Drei Monate klingen nach viel, sind es aber nicht: In dieser Zeit müssen Sie herausfinden, ob der Nachlass überschuldet ist. Beginnen Sie sofort mit Bankauskünften, dem Betreibungsregisterauszug und der Sichtung der Post.
Die Frist im Detail
Für die gesetzlichen Erben beginnt sie mit der Kenntnis des Todes, für die eingesetzten Erben mit der amtlichen Mitteilung der Verfügung. Sie kann aus wichtigen Gründen von der zuständigen Behörde erstreckt werden.
Die Erklärung geht an die vom Kanton bezeichnete Behörde — je nach Kanton das Bezirksgericht, die Erbschaftsbehörde oder das Friedensrichteramt. Sie kann mündlich oder schriftlich erfolgen und wird protokolliert.
Was als Annahme gilt
Nicht nur der Zeitablauf. Auch wer sich in die Angelegenheiten der Erbschaft einmischt, verliert das Ausschlagungsrecht.
Gefährlich sind Alltagshandlungen: die Wohnung räumen und Gegenstände mitnehmen, ein Fahrzeug verkaufen, Guthaben beziehen. Erlaubt sind blosse Verwaltungshandlungen und was die Sache nicht duldet — Bestattung, dringende Sicherung, Kündigung laufender Abonnemente.
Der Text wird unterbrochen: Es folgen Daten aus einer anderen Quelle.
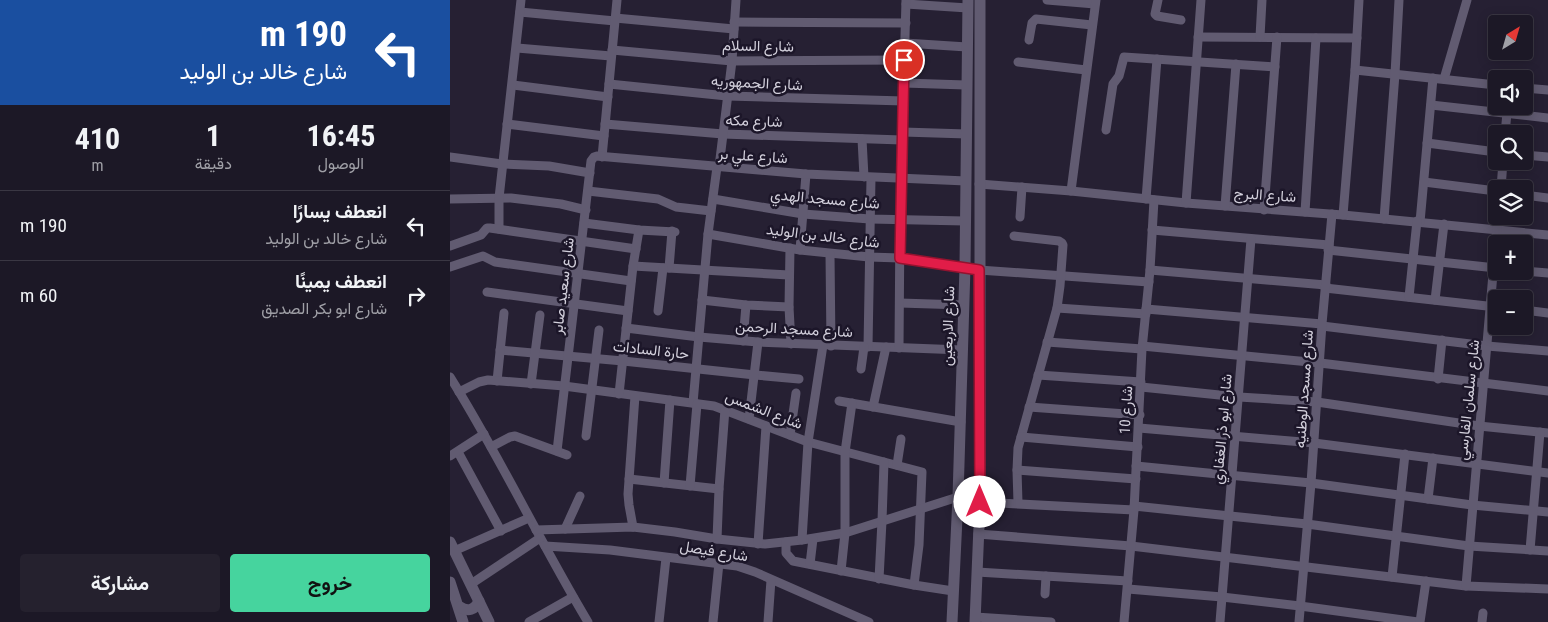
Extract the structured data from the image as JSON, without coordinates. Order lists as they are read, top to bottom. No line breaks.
{"streets":{"street":["شارع السلام","شارع الجمهوريه","شارع مكه","شارع علي بر","شارع البرج","شارع مسجد الهدي","شارع خالد بن الوليد","شارع سعيد صابر","شارع الاربعين","شارع مسجد الرحمن","حارة السادات","شارع مسجد الوطنيه","شارع سلمان الفارسي","شارع الشمس","شارع 10","شارع ابو ذر الغفاري","شارع فيصل"]},"crossings":[["شارع مكه","شارع الاربعين"],["شارع علي بر","شارع سعيد صابر"],["شارع علي بر","شارع الاربعين"],["شارع البرج","شارع الاربعين"],["شارع البرج","شارع مسجد الوطنيه"],["شارع البرج","شارع سلمان الفارسي"],["شارع البرج","شارع 10"],["شارع مسجد الهدي","شارع الاربعين"],["شارع خالد بن الوليد","شارع الاربعين"],["شارع خالد بن الوليد","شارع 10"],["شارع سعيد صابر","حارة السادات"],["شارع سعيد صابر","شارع الشمس"],["شارع الاربعين","شارع مسجد الرحمن"]],"north":"top right","page":{"turn":["190 m","شارع خالد بن الوليد"],"map_buttons":["+","−"],"eta":["16:45","الوصول","1","دقيقة","410","m"],"list":[{"name":"انعطف يسارًا","note":"شارع خالد بن الوليد","value":"190 m"},{"name":"انعطف يمينًا","note":"شارع ابو بكر الصديق","value":"60 m"}],"buttons":["خروج","مشاركة"]}}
Im Zweifel: nichts an sich nehmen.
Das öffentliche Inventar als Mittelweg
Wenn Sie nicht wissen, wie der Nachlass steht, verlangen Sie innert eines Monats das öffentliche Inventar. Die Behörde ruft die Gläubiger öffentlich auf, ihre Forderungen anzumelden.
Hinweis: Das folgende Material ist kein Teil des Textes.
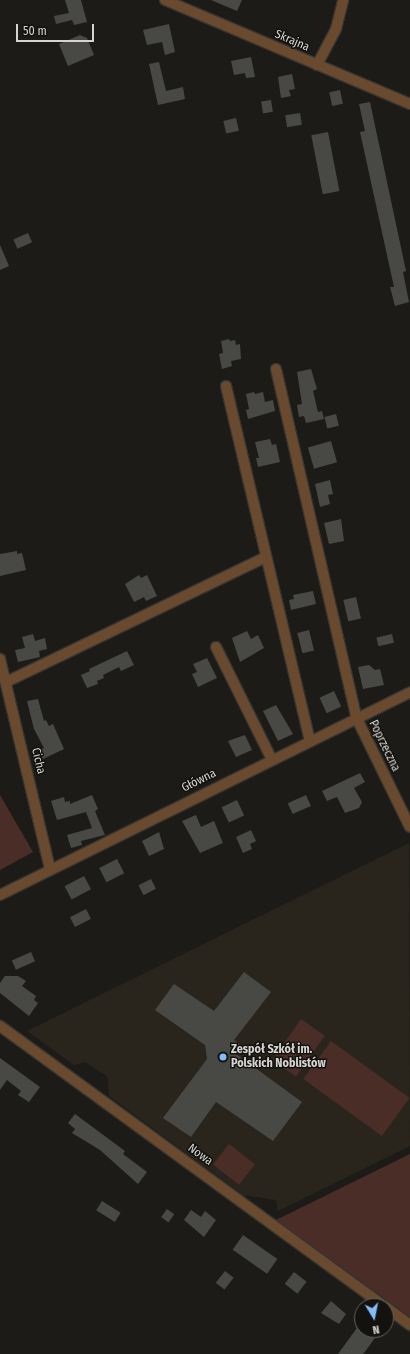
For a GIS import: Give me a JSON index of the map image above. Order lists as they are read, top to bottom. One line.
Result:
{"streets":{"street":["Skrajna","Poprzeczna","Cicha","Główna","Nowa"]},"crossings":[["Poprzeczna","Główna"],["Cicha","Główna"]],"places":["Zespół Szkół im. Polskich Noblistów"],"scale_bar":"50 m","north":"bottom"}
Danach entscheiden Sie mit Kenntnis der Zahlen: annehmen, unter öffentlichem Inventar annehmen oder ausschlagen. Bei Annahme unter öffentlichem Inventar haften Sie nur für die inventarisierten Schulden. Das ist der sicherste Weg bei unklarer Lage.
Wenn alle ausschlagen
Schlagen die nächsten Erben aus, geht die Erbschaft an die nachfolgenden über — diese haben dann ihrerseits drei Monate.
Informieren Sie deshalb die nachrückenden Verwandten aktiv. Schlagen alle aus, wird der Nachlass konkursamtlich liquidiert. Die Erben erhalten dann nichts, haften aber auch für nichts.
Häufige Fragen
Wie lange habe ich für die Ausschlagung Zeit?
Drei Monate. Für gesetzliche Erben ab Kenntnis des Todes, für eingesetzte Erben ab amtlicher Mitteilung der Verfügung.
Was passiert, wenn ich die Frist verpasse?
Die Erbschaft gilt als angenommen, und Sie haften für die Schulden mit Ihrem eigenen Vermögen.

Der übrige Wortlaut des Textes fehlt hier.